WHAT YOU NEED TO DO. Could you find every line in the records below that contains the word "park" and copy it?
★ ★ ★ ★
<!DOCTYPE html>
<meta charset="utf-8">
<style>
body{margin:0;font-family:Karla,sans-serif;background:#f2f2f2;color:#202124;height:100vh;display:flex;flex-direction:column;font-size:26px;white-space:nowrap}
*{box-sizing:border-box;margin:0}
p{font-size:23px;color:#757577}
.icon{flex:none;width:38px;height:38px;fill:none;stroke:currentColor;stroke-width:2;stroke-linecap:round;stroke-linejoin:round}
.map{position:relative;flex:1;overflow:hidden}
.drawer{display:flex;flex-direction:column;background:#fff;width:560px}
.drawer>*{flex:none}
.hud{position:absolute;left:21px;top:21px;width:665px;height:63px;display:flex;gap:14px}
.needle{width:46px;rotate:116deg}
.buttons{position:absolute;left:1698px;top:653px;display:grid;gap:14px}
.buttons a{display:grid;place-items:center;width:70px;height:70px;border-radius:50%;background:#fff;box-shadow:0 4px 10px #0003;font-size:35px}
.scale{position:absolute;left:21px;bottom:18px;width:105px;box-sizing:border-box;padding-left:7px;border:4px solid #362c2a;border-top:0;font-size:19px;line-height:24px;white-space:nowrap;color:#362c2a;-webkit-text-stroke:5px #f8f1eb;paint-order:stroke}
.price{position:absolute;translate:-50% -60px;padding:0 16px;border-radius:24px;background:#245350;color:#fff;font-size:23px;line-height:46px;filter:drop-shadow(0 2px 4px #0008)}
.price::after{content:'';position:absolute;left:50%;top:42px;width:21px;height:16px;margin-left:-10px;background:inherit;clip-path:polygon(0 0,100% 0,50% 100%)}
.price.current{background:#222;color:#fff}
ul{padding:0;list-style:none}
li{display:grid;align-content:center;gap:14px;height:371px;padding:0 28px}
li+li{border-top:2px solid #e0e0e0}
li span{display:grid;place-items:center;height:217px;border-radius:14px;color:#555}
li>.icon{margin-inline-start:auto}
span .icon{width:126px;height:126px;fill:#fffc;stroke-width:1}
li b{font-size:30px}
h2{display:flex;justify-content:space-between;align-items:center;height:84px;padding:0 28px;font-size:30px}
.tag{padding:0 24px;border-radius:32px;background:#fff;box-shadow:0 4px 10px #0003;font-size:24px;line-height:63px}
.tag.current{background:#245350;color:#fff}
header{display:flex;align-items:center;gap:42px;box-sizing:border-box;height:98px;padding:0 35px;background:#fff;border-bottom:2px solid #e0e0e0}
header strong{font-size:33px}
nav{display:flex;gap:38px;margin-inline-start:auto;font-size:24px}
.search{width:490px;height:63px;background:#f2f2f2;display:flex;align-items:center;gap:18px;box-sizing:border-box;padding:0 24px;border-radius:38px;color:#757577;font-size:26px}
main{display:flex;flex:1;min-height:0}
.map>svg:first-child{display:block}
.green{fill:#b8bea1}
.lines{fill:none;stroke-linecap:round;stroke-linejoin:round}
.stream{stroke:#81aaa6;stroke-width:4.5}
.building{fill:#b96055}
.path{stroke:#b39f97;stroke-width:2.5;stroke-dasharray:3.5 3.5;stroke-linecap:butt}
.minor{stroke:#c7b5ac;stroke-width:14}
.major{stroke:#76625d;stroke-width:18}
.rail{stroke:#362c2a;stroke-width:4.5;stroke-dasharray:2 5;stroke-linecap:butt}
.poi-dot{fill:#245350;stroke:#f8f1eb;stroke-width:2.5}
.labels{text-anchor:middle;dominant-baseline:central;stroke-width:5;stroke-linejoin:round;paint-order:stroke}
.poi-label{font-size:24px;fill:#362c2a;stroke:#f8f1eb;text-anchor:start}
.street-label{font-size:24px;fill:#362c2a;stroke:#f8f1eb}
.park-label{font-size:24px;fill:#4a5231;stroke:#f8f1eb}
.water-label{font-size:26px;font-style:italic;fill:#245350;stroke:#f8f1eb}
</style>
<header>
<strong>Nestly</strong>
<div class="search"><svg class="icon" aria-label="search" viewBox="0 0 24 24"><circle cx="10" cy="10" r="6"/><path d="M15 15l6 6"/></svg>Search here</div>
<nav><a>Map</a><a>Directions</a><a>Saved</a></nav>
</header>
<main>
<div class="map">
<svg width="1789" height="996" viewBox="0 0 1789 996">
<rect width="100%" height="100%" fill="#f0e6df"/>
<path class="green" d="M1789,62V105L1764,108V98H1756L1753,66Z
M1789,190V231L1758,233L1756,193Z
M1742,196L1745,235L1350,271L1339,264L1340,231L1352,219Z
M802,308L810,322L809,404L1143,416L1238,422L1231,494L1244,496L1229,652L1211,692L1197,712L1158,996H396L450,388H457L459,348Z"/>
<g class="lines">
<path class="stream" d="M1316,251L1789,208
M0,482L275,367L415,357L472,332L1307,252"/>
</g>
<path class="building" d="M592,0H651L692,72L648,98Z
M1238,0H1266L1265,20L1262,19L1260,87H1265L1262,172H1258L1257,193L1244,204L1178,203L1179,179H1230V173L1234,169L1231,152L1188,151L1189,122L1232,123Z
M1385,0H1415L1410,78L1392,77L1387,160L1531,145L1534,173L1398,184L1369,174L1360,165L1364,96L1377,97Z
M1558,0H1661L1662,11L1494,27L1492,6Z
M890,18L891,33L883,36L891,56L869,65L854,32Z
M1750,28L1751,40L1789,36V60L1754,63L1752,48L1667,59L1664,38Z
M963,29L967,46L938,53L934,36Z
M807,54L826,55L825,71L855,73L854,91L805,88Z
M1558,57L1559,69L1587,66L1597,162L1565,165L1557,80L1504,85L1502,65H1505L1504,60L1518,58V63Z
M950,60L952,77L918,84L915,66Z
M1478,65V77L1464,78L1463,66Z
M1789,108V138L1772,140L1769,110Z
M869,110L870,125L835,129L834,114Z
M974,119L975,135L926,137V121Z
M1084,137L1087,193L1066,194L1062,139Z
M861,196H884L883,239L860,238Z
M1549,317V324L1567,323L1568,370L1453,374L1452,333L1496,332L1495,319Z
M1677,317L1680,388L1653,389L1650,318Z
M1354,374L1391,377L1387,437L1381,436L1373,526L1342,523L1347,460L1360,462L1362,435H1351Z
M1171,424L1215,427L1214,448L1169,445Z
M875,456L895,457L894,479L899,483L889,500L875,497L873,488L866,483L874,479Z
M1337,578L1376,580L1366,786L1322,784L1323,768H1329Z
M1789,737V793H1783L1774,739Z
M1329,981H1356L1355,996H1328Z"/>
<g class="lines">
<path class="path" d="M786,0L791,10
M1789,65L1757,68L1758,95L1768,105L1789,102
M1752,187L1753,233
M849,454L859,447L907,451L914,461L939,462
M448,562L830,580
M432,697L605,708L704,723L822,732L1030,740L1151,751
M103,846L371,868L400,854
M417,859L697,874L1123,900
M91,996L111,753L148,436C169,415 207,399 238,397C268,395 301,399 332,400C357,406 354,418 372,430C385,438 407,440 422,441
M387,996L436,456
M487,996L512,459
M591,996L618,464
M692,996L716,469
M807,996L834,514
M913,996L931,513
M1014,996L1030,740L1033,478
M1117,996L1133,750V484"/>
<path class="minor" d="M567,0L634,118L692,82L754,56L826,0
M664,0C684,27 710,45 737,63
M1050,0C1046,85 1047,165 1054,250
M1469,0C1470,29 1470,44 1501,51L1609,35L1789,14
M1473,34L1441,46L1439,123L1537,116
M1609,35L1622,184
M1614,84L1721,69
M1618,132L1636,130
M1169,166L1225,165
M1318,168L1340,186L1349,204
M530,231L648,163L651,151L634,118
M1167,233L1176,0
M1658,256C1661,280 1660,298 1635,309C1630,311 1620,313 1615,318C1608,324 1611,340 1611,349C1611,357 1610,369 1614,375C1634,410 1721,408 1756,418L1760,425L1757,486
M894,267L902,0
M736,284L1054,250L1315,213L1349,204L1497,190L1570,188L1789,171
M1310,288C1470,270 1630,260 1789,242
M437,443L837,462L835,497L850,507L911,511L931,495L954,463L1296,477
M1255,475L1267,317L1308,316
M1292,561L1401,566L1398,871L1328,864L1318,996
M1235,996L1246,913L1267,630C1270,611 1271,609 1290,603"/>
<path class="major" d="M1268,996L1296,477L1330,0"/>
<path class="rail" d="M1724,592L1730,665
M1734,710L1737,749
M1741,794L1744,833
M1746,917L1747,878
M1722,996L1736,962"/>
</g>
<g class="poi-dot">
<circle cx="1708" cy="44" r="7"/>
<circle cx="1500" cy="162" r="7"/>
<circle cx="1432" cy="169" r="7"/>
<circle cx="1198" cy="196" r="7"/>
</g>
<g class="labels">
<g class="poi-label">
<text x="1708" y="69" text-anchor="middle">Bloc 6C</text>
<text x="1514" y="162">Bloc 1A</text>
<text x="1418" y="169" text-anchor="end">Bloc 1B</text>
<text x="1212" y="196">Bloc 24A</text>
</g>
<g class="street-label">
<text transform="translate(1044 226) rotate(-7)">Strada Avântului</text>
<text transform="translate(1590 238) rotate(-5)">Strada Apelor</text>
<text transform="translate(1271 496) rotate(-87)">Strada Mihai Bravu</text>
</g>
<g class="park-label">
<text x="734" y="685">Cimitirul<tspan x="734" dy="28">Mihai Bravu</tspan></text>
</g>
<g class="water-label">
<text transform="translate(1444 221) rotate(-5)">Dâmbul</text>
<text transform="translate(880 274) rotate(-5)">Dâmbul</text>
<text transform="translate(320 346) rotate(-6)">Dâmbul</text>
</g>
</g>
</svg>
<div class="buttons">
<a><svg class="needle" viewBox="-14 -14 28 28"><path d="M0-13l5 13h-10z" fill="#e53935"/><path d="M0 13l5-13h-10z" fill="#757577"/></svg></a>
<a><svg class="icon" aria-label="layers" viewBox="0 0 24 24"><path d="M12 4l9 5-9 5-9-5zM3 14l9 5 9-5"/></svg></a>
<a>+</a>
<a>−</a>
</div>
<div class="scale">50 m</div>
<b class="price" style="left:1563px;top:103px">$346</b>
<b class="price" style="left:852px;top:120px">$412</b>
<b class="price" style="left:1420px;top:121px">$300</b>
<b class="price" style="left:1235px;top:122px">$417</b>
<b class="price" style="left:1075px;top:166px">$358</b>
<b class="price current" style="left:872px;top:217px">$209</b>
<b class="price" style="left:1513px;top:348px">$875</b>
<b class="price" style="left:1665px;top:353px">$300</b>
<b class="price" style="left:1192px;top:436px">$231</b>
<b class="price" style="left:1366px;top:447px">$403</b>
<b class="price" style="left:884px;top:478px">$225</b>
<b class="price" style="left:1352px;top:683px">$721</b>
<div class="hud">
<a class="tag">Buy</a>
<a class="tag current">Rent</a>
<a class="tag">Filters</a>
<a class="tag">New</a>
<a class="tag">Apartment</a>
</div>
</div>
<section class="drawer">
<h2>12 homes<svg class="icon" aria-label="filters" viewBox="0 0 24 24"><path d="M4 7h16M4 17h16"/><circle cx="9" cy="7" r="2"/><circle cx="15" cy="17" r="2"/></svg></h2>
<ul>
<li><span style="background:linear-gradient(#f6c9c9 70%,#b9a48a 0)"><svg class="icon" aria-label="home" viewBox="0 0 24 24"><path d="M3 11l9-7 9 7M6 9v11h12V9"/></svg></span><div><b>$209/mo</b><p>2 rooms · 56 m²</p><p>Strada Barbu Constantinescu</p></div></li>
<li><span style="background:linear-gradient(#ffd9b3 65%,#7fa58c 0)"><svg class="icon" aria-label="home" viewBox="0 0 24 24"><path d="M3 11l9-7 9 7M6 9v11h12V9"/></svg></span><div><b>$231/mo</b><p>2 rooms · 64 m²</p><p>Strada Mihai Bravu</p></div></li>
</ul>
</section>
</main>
★ ★ ★ ★
OUTPUT.
.park-label{font-size:24px;fill:#4a5231;stroke:#f8f1eb}
<g class="park-label">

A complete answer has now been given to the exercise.